We understand how important it is to work together with several stakeholders, such as data scientists, medical professionals, and superiors, to discover which clinical data is most influential and how to bring it into use in order to facilitate quality improvement through data-driven decision making

. Better collaboration and taking advantage of the new provincial acute care electronic medical record should help drive this task forward, especially as activities develop around the care cycle.

Future Directions

It is essential to elevate the quality of health care data for existing quality enhancement initiatives, as well as to make use of precision health and artificial intelligence techniques for furthering healthcare in the future.

It is essential for health care systems to have data in order to achieve the purpose of the Federation of Medical Regulatory Authorities in Canada, i.e. for all Canadian practitioners to partake in the improvement of practice quality by means of data-driven methods.

The main objective of these attempts is to foster the formation of an instructional health system and to accomplish progress in the fivefold aim of boosting general health, patients’ care experience, equality, cost effectiveness, and sustainability of healthcare workforce.

The advantages in the distant future resulting from an improved collection of data would more than make up for the costs of the initial investments. It is significant to back up these efforts by managing clinical details in such a manner that does not tax the medical experts and lead to exhaustion for the doctors.

It is critical to tackle the four issues that have been identified if we want to generate a learning health system and enhance healthcare services and health results.
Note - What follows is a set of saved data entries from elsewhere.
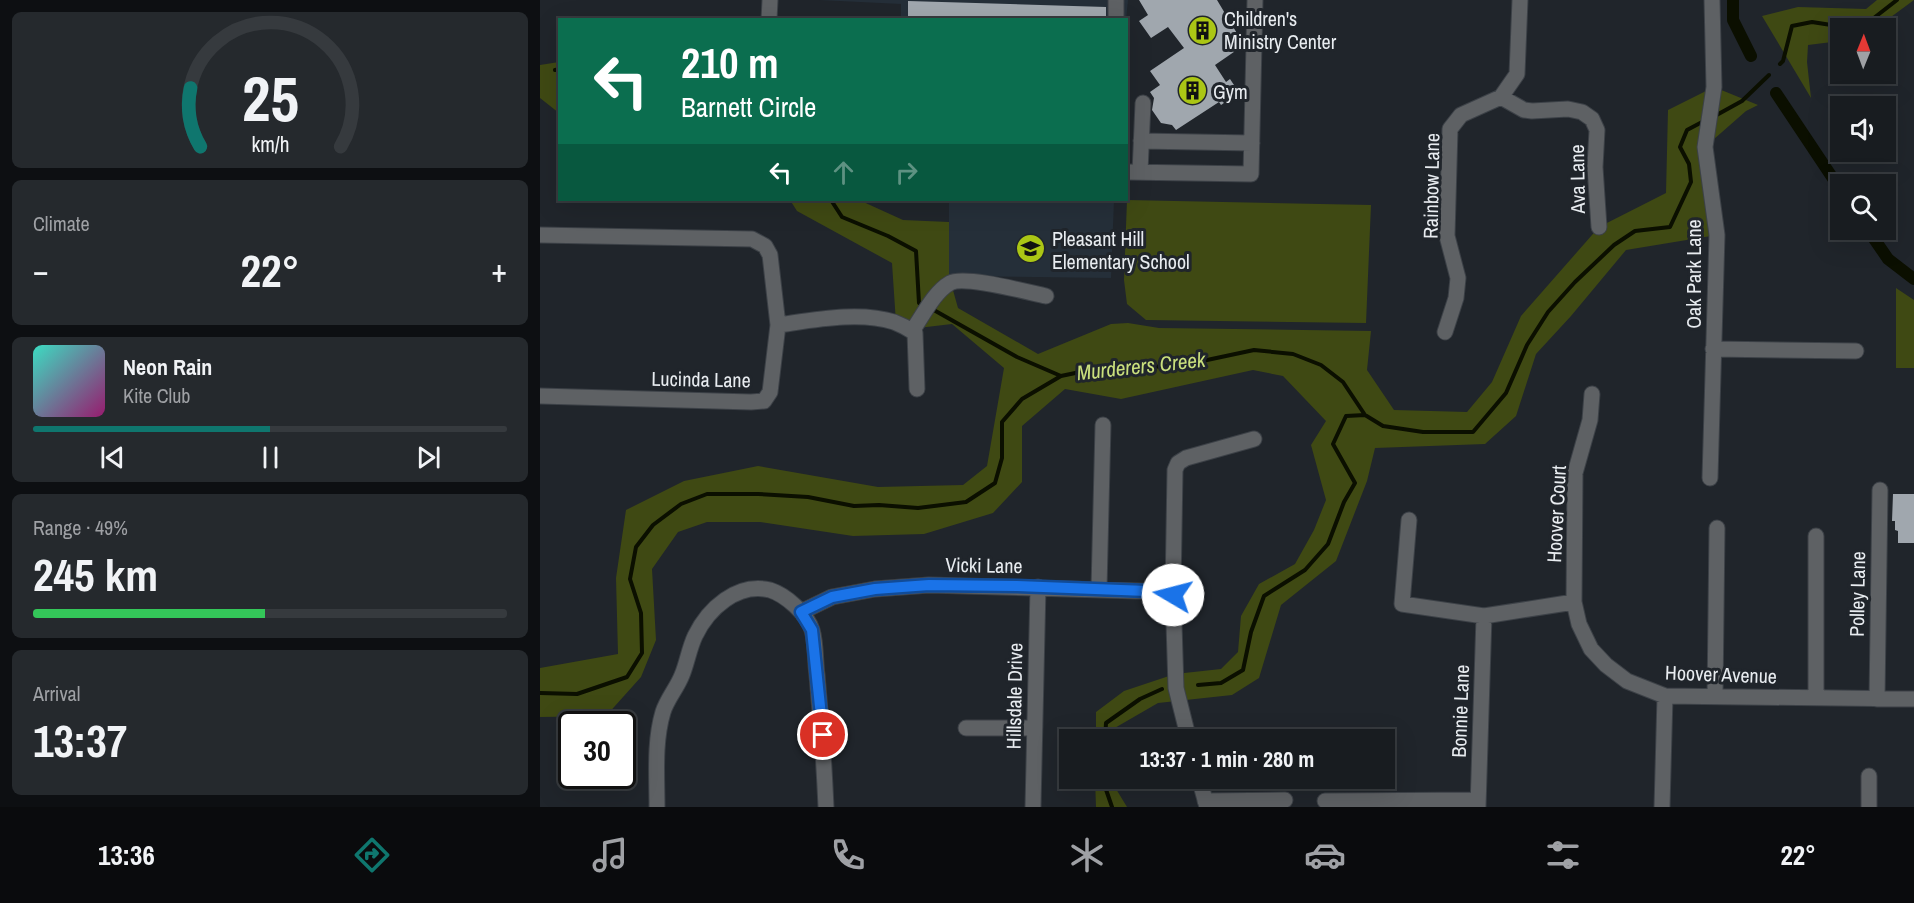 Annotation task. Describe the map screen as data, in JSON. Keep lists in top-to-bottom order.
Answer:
{
  "streets": {
    "street": [
      "Ava Lane",
      "Rainbow Lane",
      "Oak Park Lane",
      "Lucinda Lane",
      "Hoover Court",
      "Vicki Lane",
      "Polley Lane",
      "Hoover Avenue",
      "Hillsdale Drive",
      "Bonnie Lane"
    ]
  },
  "crossings": [
    ["Ava Lane", "Rainbow Lane"],
    ["Hoover Court", "Hoover Avenue"],
    ["Vicki Lane", "Hillsdale Drive"],
    ["Polley Lane", "Hoover Avenue"]
  ],
  "water": ["Murderers Creek"],
  "places": {
    "building": ["Children's Ministry Center", "Gym"],
    "school or university": ["Pleasant Hill Elementary School"]
  },
  "north": "top",
  "page": {
    "turn": ["210 m", "Barnett Circle"],
    "tile": [
      "Climate",
      ["Range · 49%", "245 km"],
      ["Arrival", "13:37"]
    ],
    "heat": ["−", "22°", "+"],
    "song": ["Neon Rain", "Kite Club"],
    "limit": "30",
    "trip": "13:37 · 1 min · 280 m",
    "tabs": ["13:36", "22°"],
    "gauge": ["25", "km/h"]
  }
} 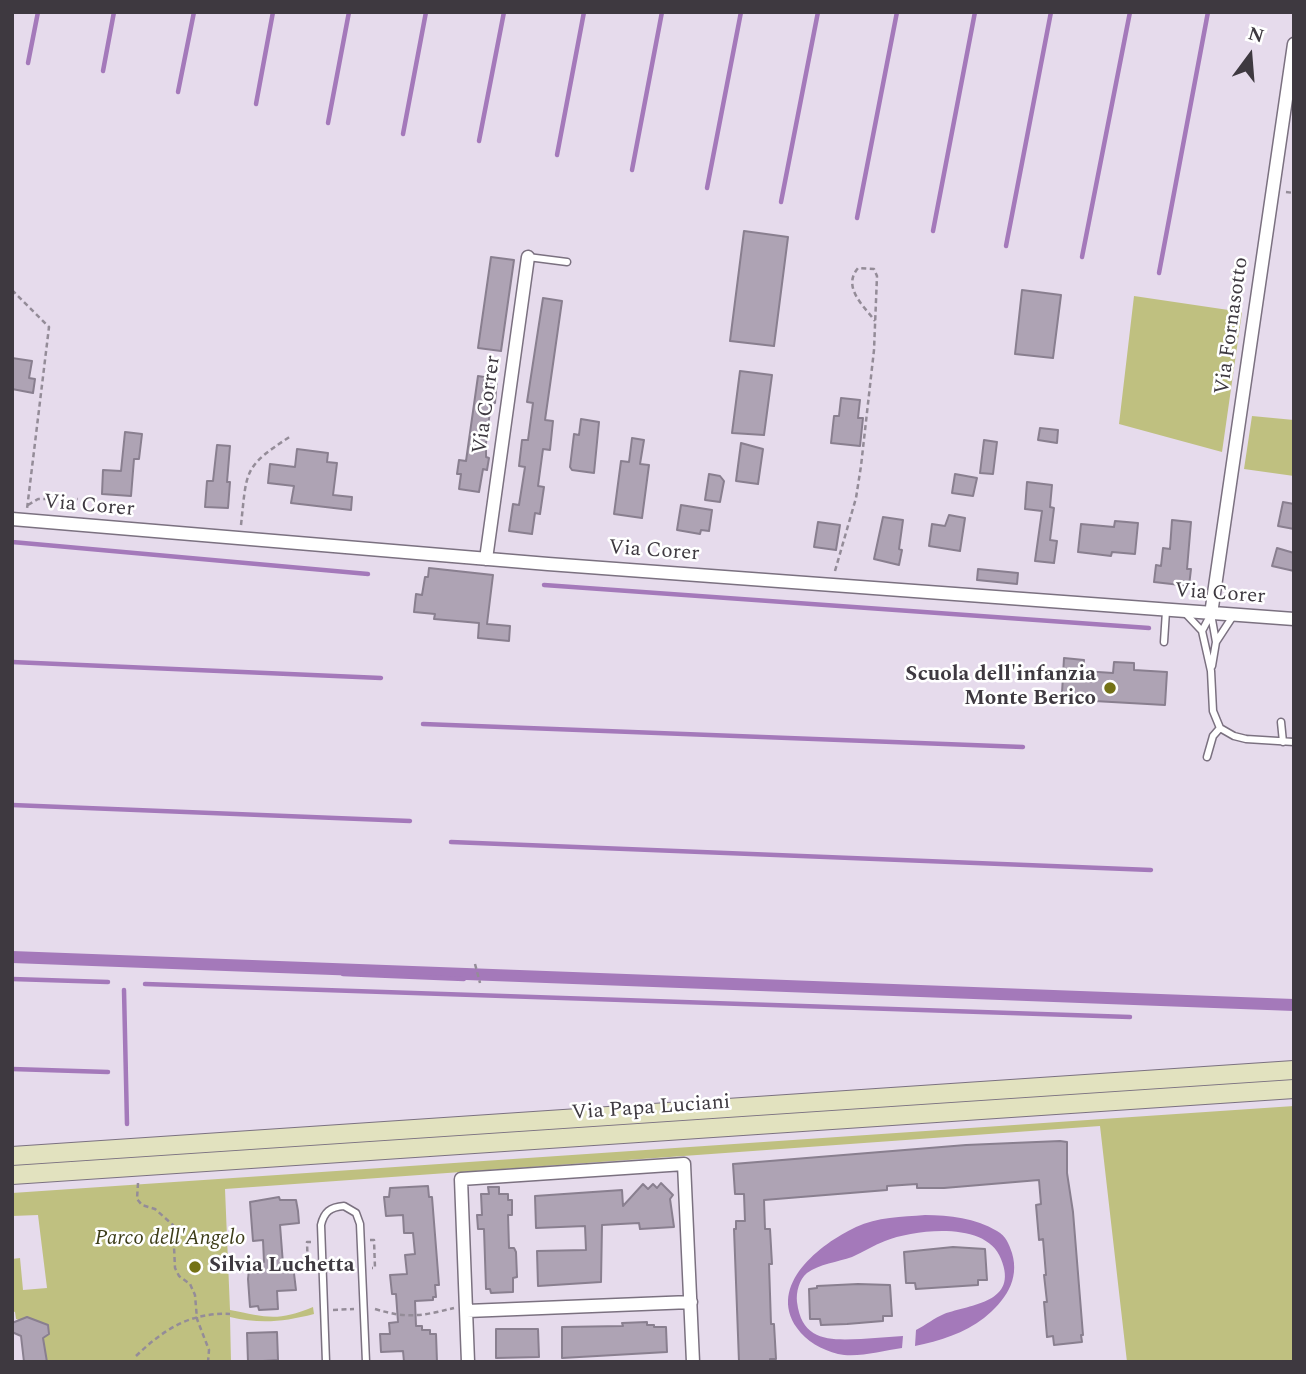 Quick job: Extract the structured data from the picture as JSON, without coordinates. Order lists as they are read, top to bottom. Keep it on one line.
{"streets":{"main road":["Via Papa Luciani"],"street":["Via Fornasotto","Via Correr","Via Corer"]},"crossings":[["Via Fornasotto","Via Corer"],["Via Correr","Via Corer"]],"parks":["Parco dell'Angelo"],"places":["Scuola dell'infanzia Monte Berico","Silvia Luchetta"],"north":"top"}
We recommend the following:

• To have more clinically important data available in readily extractable formats, we suggest expanding and harmonizing mandatory data submission requirements with increased clinician engagement to ensure data that is captured is clinically meaningful.
• To increase the quality and validity of the data available to assess patient care, we suggest the use of more specific codes and consistent taxonomies across the healthcare system to capture encounter diagnoses; standardization of data entry processes with clear mechanisms of training and maintenance; and, ensuring the flow of clinically important information from bedside instruments, laboratory settings, and diagnostic imaging results to administrative databases in analyzable formats.
• To enhance efficiency and speed of data capture so that upgrading data quality, quantity, and structure is not at the cost of the clinical user, we suggest the incorporation of technologies like natural language processing, cross-platform interoperability, and application of human-centered design for workflow process improvement.
• To promote real-time usability of data, we propose integrating technologies such as natural language processing and artificial intelligence to automate routinized functions to support appropriate real-time clinical decisions and reduce clinician burden.